– Помогают инстанции, не я.

– Да, но без вас не обходится.

– Как без вас – за прилавком.

– Так много, значит, места?

– Вы меня спрашиваете или ставите вопрос вообще?

– Вас спрашиваю.

– Абсолютно ничего не значит. Но должно пройти немало времени, пока вы это поймете. Если вообще поймете. Лично для меня было бы достаточное какого-нибудь барака среди заросшего бурьяном пустыря.

– Как это вы сказали? Ми-зе-ра-би-лизм, – произносит по слогам Лиза.

– Совершенно верно. Важно как-то скоротать время.

– Все равно как?

– Абсолютно все равно.

– Тогда зачем жить?

– Уместный вопрос, – киваю я. – Но слишком запоздалый. Многие самоубийцы уже дали на него ответ.
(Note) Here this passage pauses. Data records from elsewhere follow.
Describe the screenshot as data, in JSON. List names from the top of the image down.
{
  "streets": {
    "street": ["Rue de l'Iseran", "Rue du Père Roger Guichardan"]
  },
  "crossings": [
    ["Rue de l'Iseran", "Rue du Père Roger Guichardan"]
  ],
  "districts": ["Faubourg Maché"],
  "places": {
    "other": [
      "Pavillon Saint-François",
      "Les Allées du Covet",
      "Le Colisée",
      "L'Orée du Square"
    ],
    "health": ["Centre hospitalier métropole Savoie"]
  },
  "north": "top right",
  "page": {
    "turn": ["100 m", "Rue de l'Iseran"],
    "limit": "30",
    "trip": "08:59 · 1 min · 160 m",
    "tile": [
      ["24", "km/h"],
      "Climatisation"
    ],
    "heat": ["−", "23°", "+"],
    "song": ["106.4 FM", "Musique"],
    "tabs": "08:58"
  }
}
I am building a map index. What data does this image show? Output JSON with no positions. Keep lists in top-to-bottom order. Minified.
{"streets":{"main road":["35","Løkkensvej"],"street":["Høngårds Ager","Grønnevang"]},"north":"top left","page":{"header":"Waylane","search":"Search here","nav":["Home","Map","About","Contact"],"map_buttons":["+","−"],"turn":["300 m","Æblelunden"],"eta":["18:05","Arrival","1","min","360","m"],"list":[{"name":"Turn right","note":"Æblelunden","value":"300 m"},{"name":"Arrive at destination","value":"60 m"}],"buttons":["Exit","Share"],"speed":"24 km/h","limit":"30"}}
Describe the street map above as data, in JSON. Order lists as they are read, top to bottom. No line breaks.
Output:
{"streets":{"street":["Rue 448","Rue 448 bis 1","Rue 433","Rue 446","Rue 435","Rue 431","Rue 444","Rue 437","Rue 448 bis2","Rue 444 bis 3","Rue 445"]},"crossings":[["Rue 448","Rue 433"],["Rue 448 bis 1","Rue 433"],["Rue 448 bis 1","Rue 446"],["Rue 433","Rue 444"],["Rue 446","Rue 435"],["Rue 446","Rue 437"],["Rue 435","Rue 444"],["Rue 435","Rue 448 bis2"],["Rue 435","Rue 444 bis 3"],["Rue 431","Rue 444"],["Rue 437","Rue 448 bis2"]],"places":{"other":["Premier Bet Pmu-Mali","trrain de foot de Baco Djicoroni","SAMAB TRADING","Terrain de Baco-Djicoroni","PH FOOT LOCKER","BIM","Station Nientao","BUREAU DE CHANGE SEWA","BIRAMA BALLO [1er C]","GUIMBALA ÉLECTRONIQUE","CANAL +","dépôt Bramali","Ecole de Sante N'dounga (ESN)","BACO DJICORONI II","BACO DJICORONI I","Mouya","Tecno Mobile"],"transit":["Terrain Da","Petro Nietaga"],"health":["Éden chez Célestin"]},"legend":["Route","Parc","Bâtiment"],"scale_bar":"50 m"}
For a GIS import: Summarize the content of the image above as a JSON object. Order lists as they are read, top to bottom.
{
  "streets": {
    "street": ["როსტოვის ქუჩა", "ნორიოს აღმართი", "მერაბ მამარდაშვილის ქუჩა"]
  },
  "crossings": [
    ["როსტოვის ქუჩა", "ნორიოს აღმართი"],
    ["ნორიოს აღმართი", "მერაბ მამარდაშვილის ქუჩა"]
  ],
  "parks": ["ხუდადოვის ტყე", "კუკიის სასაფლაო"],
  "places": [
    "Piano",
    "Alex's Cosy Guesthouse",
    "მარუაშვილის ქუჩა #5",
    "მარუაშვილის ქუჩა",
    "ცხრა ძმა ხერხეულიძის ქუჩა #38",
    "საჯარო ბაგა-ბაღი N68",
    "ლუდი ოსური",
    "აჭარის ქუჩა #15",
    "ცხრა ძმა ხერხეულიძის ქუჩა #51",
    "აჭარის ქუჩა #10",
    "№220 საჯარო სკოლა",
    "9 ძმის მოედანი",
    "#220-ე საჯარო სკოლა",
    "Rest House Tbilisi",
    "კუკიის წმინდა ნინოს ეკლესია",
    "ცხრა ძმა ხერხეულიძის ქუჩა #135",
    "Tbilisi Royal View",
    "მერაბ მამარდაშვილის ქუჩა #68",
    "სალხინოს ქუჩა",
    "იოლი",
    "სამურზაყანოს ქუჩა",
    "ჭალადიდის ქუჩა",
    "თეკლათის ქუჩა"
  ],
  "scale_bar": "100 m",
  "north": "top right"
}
– Вы тоже способны на это?

– Нет. Не думаю. Самоубийцы – люди действия. Принял решение – и выполнил его. Я же и решение принимаю с большим трудом, а выполняю его еще трудней. Начинаю спрашивать себя, какой смысл. А когда начнешь задавать себе подобные вопросы, то получается ерунда, потому что смысла-то нет.

Молчание. Ей оно необходимо, чтобы преподнести мне свое «Смысл надо искать в другом!», подкрепленное двумя-тремя затасканными аргументами. Так как я знаю, насколько она умна, мне ничего не стоит заранее отгадать, что она будет городить. И все же я выжидаю, смутно надеясь встретить возражение, какого я не сумел предвидеть.

Вместо этого я слышу:

– Вы больны.

– Вот как?

Комната уже тонет во мраке. Лишь два окна с белыми гардинами все еще светятся, как две высокие строгие двери в пустынную белизну небытия. Два окна и лицо Лизы, невозмутимое, словно лицо античной богини-селяночки.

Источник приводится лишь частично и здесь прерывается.